Assignment -
Please reproduce the entries that follow, keeping each word intact.

[Stored data entries]
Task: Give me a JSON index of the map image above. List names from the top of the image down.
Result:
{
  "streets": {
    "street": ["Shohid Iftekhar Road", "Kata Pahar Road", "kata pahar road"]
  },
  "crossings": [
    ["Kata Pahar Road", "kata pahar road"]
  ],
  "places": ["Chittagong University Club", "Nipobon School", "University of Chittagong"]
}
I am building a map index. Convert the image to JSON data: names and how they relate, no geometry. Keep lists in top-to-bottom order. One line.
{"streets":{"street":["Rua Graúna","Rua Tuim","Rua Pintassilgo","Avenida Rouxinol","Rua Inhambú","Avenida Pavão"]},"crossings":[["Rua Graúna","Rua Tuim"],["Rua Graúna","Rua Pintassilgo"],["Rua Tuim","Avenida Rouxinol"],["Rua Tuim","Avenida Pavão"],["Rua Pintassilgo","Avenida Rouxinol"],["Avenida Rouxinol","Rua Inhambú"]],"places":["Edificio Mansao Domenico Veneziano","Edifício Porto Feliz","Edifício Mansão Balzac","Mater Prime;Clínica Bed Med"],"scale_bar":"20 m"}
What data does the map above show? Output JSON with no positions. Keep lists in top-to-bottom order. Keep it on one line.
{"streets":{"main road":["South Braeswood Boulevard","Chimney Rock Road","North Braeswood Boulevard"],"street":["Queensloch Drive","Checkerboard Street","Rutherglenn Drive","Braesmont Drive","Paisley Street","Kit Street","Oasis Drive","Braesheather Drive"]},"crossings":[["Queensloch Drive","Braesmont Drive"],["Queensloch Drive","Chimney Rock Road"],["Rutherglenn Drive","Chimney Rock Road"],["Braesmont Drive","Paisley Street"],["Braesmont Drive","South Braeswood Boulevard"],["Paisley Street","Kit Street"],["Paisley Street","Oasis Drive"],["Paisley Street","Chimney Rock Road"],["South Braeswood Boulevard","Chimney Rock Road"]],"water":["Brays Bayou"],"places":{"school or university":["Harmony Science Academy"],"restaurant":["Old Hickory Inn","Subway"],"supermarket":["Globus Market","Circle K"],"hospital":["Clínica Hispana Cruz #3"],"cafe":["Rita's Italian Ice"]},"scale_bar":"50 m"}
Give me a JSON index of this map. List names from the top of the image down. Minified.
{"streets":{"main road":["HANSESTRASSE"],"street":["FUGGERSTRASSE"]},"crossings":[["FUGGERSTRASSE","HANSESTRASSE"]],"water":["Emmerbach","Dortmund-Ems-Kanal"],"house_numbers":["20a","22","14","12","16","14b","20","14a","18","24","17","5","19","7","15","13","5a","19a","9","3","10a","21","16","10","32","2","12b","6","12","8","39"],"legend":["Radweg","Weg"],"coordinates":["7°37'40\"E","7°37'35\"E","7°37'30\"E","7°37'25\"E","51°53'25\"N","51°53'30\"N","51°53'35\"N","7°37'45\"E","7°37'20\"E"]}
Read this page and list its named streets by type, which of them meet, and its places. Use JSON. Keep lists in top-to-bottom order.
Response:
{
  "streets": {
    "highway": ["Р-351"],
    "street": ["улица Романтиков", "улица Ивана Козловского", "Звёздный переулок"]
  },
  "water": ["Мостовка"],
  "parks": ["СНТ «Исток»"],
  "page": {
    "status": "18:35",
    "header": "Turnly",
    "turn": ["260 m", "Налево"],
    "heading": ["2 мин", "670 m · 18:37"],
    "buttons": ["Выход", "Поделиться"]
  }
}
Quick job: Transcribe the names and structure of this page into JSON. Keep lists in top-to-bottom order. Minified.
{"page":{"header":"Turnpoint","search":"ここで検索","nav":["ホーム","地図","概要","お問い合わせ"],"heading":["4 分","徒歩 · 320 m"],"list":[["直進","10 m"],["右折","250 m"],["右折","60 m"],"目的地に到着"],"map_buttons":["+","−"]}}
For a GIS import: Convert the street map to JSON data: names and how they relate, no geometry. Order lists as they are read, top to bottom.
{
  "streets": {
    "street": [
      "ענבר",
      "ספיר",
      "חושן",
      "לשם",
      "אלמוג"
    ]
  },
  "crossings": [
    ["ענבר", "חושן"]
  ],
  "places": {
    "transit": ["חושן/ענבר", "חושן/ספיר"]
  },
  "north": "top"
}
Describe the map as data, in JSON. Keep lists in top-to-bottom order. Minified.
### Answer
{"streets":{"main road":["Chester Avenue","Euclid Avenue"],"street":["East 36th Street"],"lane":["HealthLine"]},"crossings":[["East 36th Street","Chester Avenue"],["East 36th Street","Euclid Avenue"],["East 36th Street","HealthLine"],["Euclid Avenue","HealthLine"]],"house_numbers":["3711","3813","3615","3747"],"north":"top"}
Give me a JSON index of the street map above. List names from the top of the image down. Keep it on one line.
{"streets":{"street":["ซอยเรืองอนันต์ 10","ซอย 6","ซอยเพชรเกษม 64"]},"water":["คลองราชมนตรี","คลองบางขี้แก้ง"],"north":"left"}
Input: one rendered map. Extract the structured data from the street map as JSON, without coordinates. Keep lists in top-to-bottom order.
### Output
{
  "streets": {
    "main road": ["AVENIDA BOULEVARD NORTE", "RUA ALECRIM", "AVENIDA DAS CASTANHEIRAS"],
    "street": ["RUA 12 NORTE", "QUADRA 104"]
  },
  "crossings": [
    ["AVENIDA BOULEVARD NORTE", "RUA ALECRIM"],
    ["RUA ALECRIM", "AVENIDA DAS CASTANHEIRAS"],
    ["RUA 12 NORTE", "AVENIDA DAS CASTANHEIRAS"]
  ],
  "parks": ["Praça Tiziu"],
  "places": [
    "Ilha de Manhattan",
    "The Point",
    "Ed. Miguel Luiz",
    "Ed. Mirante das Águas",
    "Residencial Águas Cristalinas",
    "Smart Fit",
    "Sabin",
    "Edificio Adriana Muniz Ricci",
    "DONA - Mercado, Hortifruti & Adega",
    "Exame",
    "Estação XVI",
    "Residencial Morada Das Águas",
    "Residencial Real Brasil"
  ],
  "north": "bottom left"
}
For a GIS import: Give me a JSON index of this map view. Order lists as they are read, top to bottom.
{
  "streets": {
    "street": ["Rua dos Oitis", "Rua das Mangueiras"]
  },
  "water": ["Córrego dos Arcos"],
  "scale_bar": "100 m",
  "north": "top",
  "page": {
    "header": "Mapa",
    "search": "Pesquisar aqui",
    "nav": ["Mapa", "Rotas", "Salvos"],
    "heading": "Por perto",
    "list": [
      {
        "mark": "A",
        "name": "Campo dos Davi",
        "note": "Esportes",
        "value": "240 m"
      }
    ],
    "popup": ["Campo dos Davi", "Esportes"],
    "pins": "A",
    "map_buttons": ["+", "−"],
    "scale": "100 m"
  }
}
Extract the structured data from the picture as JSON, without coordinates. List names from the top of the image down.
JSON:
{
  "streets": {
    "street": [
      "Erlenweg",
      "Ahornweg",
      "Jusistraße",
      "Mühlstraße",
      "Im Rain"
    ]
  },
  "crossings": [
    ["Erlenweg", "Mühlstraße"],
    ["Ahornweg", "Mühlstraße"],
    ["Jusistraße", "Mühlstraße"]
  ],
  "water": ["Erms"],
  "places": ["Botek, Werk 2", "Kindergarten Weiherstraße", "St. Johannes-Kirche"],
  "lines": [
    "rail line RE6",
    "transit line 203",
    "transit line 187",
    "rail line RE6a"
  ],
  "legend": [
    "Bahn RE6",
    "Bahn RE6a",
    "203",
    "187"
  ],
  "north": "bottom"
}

Answer for this exercise -
Task: Give me a JSON index of the map image above. List names from the top of the image down.
Result:
{
  "streets": {
    "street": ["Shohid Iftekhar Road", "Kata Pahar Road", "kata pahar road"]
  },
  "crossings": [
    ["Kata Pahar Road", "kata pahar road"]
  ],
  "places": ["Chittagong University Club", "Nipobon School", "University of Chittagong"]
}
I am building a map index. Convert the image to JSON data: names and how they relate, no geometry. Keep lists in top-to-bottom order. One line.
{"streets":{"street":["Rua Graúna","Rua Tuim","Rua Pintassilgo","Avenida Rouxinol","Rua Inhambú","Avenida Pavão"]},"crossings":[["Rua Graúna","Rua Tuim"],["Rua Graúna","Rua Pintassilgo"],["Rua Tuim","Avenida Rouxinol"],["Rua Tuim","Avenida Pavão"],["Rua Pintassilgo","Avenida Rouxinol"],["Avenida Rouxinol","Rua Inhambú"]],"places":["Edificio Mansao Domenico Veneziano","Edifício Porto Feliz","Edifício Mansão Balzac","Mater Prime;Clínica Bed Med"],"scale_bar":"20 m"}
What data does the map above show? Output JSON with no positions. Keep lists in top-to-bottom order. Keep it on one line.
{"streets":{"main road":["South Braeswood Boulevard","Chimney Rock Road","North Braeswood Boulevard"],"street":["Queensloch Drive","Checkerboard Street","Rutherglenn Drive","Braesmont Drive","Paisley Street","Kit Street","Oasis Drive","Braesheather Drive"]},"crossings":[["Queensloch Drive","Braesmont Drive"],["Queensloch Drive","Chimney Rock Road"],["Rutherglenn Drive","Chimney Rock Road"],["Braesmont Drive","Paisley Street"],["Braesmont Drive","South Braeswood Boulevard"],["Paisley Street","Kit Street"],["Paisley Street","Oasis Drive"],["Paisley Street","Chimney Rock Road"],["South Braeswood Boulevard","Chimney Rock Road"]],"water":["Brays Bayou"],"places":{"school or university":["Harmony Science Academy"],"restaurant":["Old Hickory Inn","Subway"],"supermarket":["Globus Market","Circle K"],"hospital":["Clínica Hispana Cruz #3"],"cafe":["Rita's Italian Ice"]},"scale_bar":"50 m"}
Give me a JSON index of this map. List names from the top of the image down. Minified.
{"streets":{"main road":["HANSESTRASSE"],"street":["FUGGERSTRASSE"]},"crossings":[["FUGGERSTRASSE","HANSESTRASSE"]],"water":["Emmerbach","Dortmund-Ems-Kanal"],"house_numbers":["20a","22","14","12","16","14b","20","14a","18","24","17","5","19","7","15","13","5a","19a","9","3","10a","21","16","10","32","2","12b","6","12","8","39"],"legend":["Radweg","Weg"],"coordinates":["7°37'40\"E","7°37'35\"E","7°37'30\"E","7°37'25\"E","51°53'25\"N","51°53'30\"N","51°53'35\"N","7°37'45\"E","7°37'20\"E"]}
Read this page and list its named streets by type, which of them meet, and its places. Use JSON. Keep lists in top-to-bottom order.
Response:
{
  "streets": {
    "highway": ["Р-351"],
    "street": ["улица Романтиков", "улица Ивана Козловского", "Звёздный переулок"]
  },
  "water": ["Мостовка"],
  "parks": ["СНТ «Исток»"],
  "page": {
    "status": "18:35",
    "header": "Turnly",
    "turn": ["260 m", "Налево"],
    "heading": ["2 мин", "670 m · 18:37"],
    "buttons": ["Выход", "Поделиться"]
  }
}
Quick job: Transcribe the names and structure of this page into JSON. Keep lists in top-to-bottom order. Minified.
{"page":{"header":"Turnpoint","search":"ここで検索","nav":["ホーム","地図","概要","お問い合わせ"],"heading":["4 分","徒歩 · 320 m"],"list":[["直進","10 m"],["右折","250 m"],["右折","60 m"],"目的地に到着"],"map_buttons":["+","−"]}}
For a GIS import: Convert the street map to JSON data: names and how they relate, no geometry. Order lists as they are read, top to bottom.
{
  "streets": {
    "street": [
      "ענבר",
      "ספיר",
      "חושן",
      "לשם",
      "אלמוג"
    ]
  },
  "crossings": [
    ["ענבר", "חושן"]
  ],
  "places": {
    "transit": ["חושן/ענבר", "חושן/ספיר"]
  },
  "north": "top"
}
Describe the map as data, in JSON. Keep lists in top-to-bottom order. Minified.
### Answer
{"streets":{"main road":["Chester Avenue","Euclid Avenue"],"street":["East 36th Street"],"lane":["HealthLine"]},"crossings":[["East 36th Street","Chester Avenue"],["East 36th Street","Euclid Avenue"],["East 36th Street","HealthLine"],["Euclid Avenue","HealthLine"]],"house_numbers":["3711","3813","3615","3747"],"north":"top"}
Give me a JSON index of the street map above. List names from the top of the image down. Keep it on one line.
{"streets":{"street":["ซอยเรืองอนันต์ 10","ซอย 6","ซอยเพชรเกษม 64"]},"water":["คลองราชมนตรี","คลองบางขี้แก้ง"],"north":"left"}
Input: one rendered map. Extract the structured data from the street map as JSON, without coordinates. Keep lists in top-to-bottom order.
### Output
{
  "streets": {
    "main road": ["AVENIDA BOULEVARD NORTE", "RUA ALECRIM", "AVENIDA DAS CASTANHEIRAS"],
    "street": ["RUA 12 NORTE", "QUADRA 104"]
  },
  "crossings": [
    ["AVENIDA BOULEVARD NORTE", "RUA ALECRIM"],
    ["RUA ALECRIM", "AVENIDA DAS CASTANHEIRAS"],
    ["RUA 12 NORTE", "AVENIDA DAS CASTANHEIRAS"]
  ],
  "parks": ["Praça Tiziu"],
  "places": [
    "Ilha de Manhattan",
    "The Point",
    "Ed. Miguel Luiz",
    "Ed. Mirante das Águas",
    "Residencial Águas Cristalinas",
    "Smart Fit",
    "Sabin",
    "Edificio Adriana Muniz Ricci",
    "DONA - Mercado, Hortifruti & Adega",
    "Exame",
    "Estação XVI",
    "Residencial Morada Das Águas",
    "Residencial Real Brasil"
  ],
  "north": "bottom left"
}
For a GIS import: Give me a JSON index of this map view. Order lists as they are read, top to bottom.
{
  "streets": {
    "street": ["Rua dos Oitis", "Rua das Mangueiras"]
  },
  "water": ["Córrego dos Arcos"],
  "scale_bar": "100 m",
  "north": "top",
  "page": {
    "header": "Mapa",
    "search": "Pesquisar aqui",
    "nav": ["Mapa", "Rotas", "Salvos"],
    "heading": "Por perto",
    "list": [
      {
        "mark": "A",
        "name": "Campo dos Davi",
        "note": "Esportes",
        "value": "240 m"
      }
    ],
    "popup": ["Campo dos Davi", "Esportes"],
    "pins": "A",
    "map_buttons": ["+", "−"],
    "scale": "100 m"
  }
}
Extract the structured data from the picture as JSON, without coordinates. List names from the top of the image down.
JSON:
{
  "streets": {
    "street": [
      "Erlenweg",
      "Ahornweg",
      "Jusistraße",
      "Mühlstraße",
      "Im Rain"
    ]
  },
  "crossings": [
    ["Erlenweg", "Mühlstraße"],
    ["Ahornweg", "Mühlstraße"],
    ["Jusistraße", "Mühlstraße"]
  ],
  "water": ["Erms"],
  "places": ["Botek, Werk 2", "Kindergarten Weiherstraße", "St. Johannes-Kirche"],
  "lines": [
    "rail line RE6",
    "transit line 203",
    "transit line 187",
    "rail line RE6a"
  ],
  "legend": [
    "Bahn RE6",
    "Bahn RE6a",
    "203",
    "187"
  ],
  "north": "bottom"
}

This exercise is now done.